-- Supplied data follows --
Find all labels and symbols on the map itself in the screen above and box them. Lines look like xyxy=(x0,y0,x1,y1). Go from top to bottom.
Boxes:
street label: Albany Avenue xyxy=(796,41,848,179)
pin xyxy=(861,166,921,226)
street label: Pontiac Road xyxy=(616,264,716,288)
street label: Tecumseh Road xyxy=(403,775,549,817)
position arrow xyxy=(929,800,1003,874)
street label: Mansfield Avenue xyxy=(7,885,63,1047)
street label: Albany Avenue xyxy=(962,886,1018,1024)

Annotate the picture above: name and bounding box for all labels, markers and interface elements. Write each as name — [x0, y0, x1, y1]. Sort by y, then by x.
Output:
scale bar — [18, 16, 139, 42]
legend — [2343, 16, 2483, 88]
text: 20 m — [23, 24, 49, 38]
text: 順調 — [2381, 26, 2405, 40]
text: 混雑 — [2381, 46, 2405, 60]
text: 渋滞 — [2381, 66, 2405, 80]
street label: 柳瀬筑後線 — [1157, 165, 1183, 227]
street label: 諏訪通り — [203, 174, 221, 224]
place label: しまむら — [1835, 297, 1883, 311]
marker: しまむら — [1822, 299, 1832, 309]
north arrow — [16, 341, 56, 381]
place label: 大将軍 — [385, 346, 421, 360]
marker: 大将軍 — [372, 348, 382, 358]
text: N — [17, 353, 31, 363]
-- Supplied data concluded --
* _Your objective_
Transcribe the data in full, matching every line exactly.

* _Response to the task_
Find all labels and symbols on the map itself in the screen above and box them. Lines look like xyxy=(x0,y0,x1,y1). Go from top to bottom.
Boxes:
street label: Albany Avenue xyxy=(796,41,848,179)
pin xyxy=(861,166,921,226)
street label: Pontiac Road xyxy=(616,264,716,288)
street label: Tecumseh Road xyxy=(403,775,549,817)
position arrow xyxy=(929,800,1003,874)
street label: Mansfield Avenue xyxy=(7,885,63,1047)
street label: Albany Avenue xyxy=(962,886,1018,1024)

Annotate the picture above: name and bounding box for all labels, markers and interface elements. Write each as name — [x0, y0, x1, y1]. Sort by y, then by x.
Output:
scale bar — [18, 16, 139, 42]
legend — [2343, 16, 2483, 88]
text: 20 m — [23, 24, 49, 38]
text: 順調 — [2381, 26, 2405, 40]
text: 混雑 — [2381, 46, 2405, 60]
text: 渋滞 — [2381, 66, 2405, 80]
street label: 柳瀬筑後線 — [1157, 165, 1183, 227]
street label: 諏訪通り — [203, 174, 221, 224]
place label: しまむら — [1835, 297, 1883, 311]
marker: しまむら — [1822, 299, 1832, 309]
north arrow — [16, 341, 56, 381]
place label: 大将軍 — [385, 346, 421, 360]
marker: 大将軍 — [372, 348, 382, 358]
text: N — [17, 353, 31, 363]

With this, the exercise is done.